Myth No. 4: The Data Center Requires More Power
A data center running a set of blade servers may, indeed, require more power and generate more heat than the previous layout with physical servers. The comparison isn't really equitable, however, because the virtualized version has much greater capacity and performance capability. In fact, Lone Star is using only about a quarter of the power that would be consumed by a comparable number of physical servers performing the same work, according to Bradfield. Heat generation shows a similar drop.
Still, IT departments working with high-performance virtualized servers may have to "rethink how they're going to reposition that type of equipment because the heat is condensed [in one place]," Alander admits. But that's easily done, he says--Lone Star uses traditional forced-air cooling.
There is one other caveat, adds Bradfield. "If you're transitioning from a stand-alone storage environment to shared storage, the [storage area networks] can be pretty power intensive. In our case we already had [shared storage] in place, so we didn't see that increase either."
Myth No. 5: Infrastructure Costs Rise
For many institutions, virtualization is tied to a larger goal of higher availability of server resources--and that's where the cost comes in. At Lone Star, high availability was a major priority for the organization, one set by the chancellor and the board and agreed to by the Office of Technology Services (OTS). That's why the institution has two data centers; should one go down, services will automatically failover to the other.
Maintaining dual setups is a pricey decision, Alander acknowledges. "Yes, we have capacity that's not being used, but that's similar to someone having a disaster-recovery site ready to go." And once an institution makes that investment, the benefits are far-reaching. "You're delivering that level of availability to all services you deploy, not just to the select few that require it," notes Bradfield, adding that the resources in the second data center don't sit idle: They're used to house many of Lone Star's testing and development environments.
With or without the dual data center setup, the efficiency of a virtualized infrastructure is a cost-saver in terms of reduced downtime. While the loss of a physical server could take systems offline for days or hours, the loss of a physical component of a virtual host merely means a transition to another set of CPU and memory, explains Alander. Even if Lone Star didn't have that second site, he insists, if the college lost a big portion of its hardware, OTS could reprovision all of those virtual machines off to another location automatically or manually "faster than you could get the parts in to fix the hardware."
Myth No. 6: Legacy Software Can't Cope
To the uninitiated, logic dictates that legacy software and a modern, virtualized infrastructure do not mix.
Actually, says Alander, the problems with running software in a virtual environment have rarely been technical. "The only obstacle I've ever seen is vendors who have said they will not support their software in a virtual environment," he explains. "But we've proved to quite a few of those vendors that we can run it in a virtualized environment and provide the service."
Bradfield says the only issues he's experienced in trying to run even the most ancient of programs are logistical: not being able to find the original media or not having the means to reinstall it. "We've never run into a piece of software that would not run in a virtualized environment," he proclaims. "Most run better."
Myth No. 7: Troubleshooting Is a Guessing Game
Many virtualization naysayers may remember the early days when troubleshooting tools weren't very sophisticated.
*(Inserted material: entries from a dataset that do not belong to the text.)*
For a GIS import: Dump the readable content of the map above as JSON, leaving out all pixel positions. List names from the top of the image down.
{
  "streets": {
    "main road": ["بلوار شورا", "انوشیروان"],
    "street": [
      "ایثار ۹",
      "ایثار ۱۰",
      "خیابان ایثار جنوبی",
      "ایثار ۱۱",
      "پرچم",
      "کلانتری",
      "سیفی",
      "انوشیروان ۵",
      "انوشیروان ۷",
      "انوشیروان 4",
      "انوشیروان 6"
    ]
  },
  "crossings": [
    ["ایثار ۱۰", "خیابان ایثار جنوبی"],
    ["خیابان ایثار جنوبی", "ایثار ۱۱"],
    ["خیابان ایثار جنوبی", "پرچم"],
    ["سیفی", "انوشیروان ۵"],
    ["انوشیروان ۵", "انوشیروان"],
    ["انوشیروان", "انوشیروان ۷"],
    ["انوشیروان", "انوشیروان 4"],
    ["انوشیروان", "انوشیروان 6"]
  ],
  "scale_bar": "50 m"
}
Indeed, when Lone Star started along its virtualization process, the tools didn't exist to get end-to-end visibility, Bradfield says. What was available back then "gave us a pretty decent high-level view and pointed us in the right direction when problems arose. But [the tools] still couldn't see into the network stack beyond the hypervisor or storage array."
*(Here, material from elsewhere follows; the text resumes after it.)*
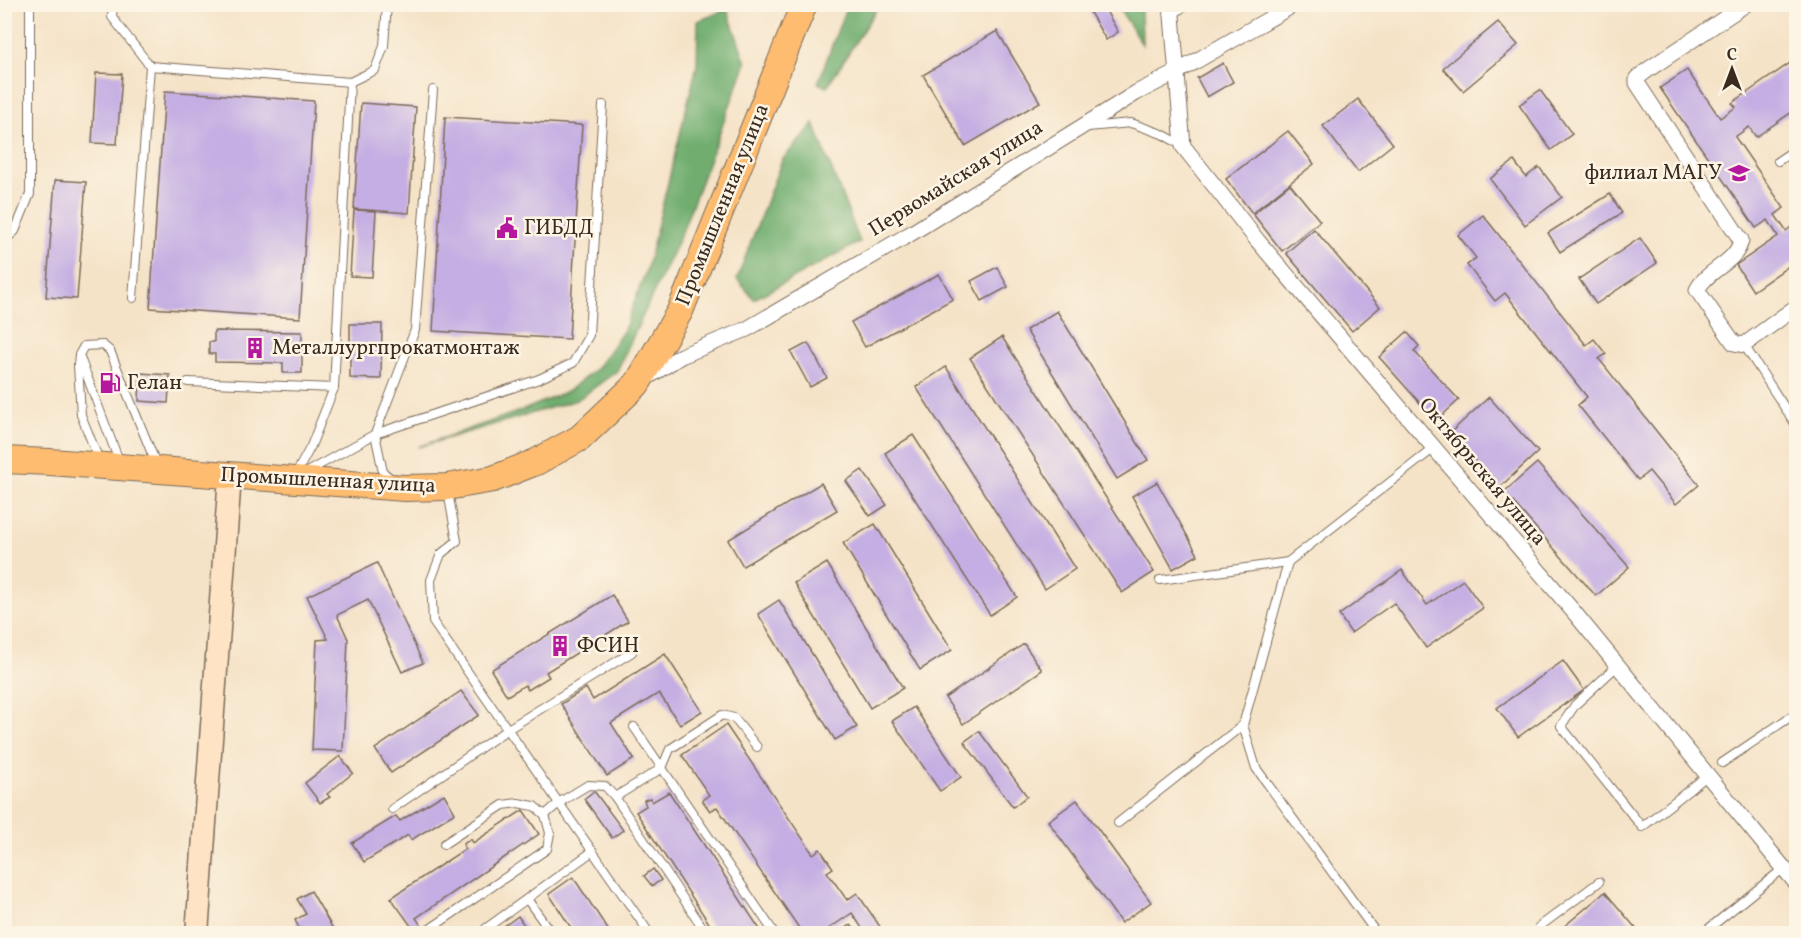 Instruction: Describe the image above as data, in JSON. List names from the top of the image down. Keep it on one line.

The college now uses a combination of products across the network, storage, and applications, including VMware's vCenter Operations Management Suite, SolarWinds' Network Performance Monitor, EMC Ionix, and HP Insight Control, all of which provide a detailed view into the virtual infrastructure. Of course, divvying up problem-solving across multiple tools continues to make troubleshooting "a struggle," Bradfield acknowledges.
Also, the metrics used to monitor potential problems change in a virtual setup, so system admins need a new troubleshooting mindset--and that takes retraining. For example, 100 percent CPU usage in a virtualization scenario could mean the CPU is truly tapped out; but it could also mean there's CPU contention going on, there's a limit put in place for use of that CPU, or the CPU is actually sitting there waiting for a response from a disk I/O command. The system admin may conclude that another core is needed, or additional I/O capacity on the back end, or a tweak of the resources.
Mostly, Bradfield observes, solving problems "comes back to training and experience, understanding the types of issues that can occur, and knowing where to look."
Myth No. 8: Capacity Planning Is a Nightmare
In a dynamic scenario where conceivably "anything goes," how does the IT team plan for usage? With virtualization, capacity planning is best described in simpler, old-fashioned terms, Alander notes. "The reality is, you're just back in the old days of capacity management, like on the mainframe. You're not talking about individual servers as much. You're talking compute resources."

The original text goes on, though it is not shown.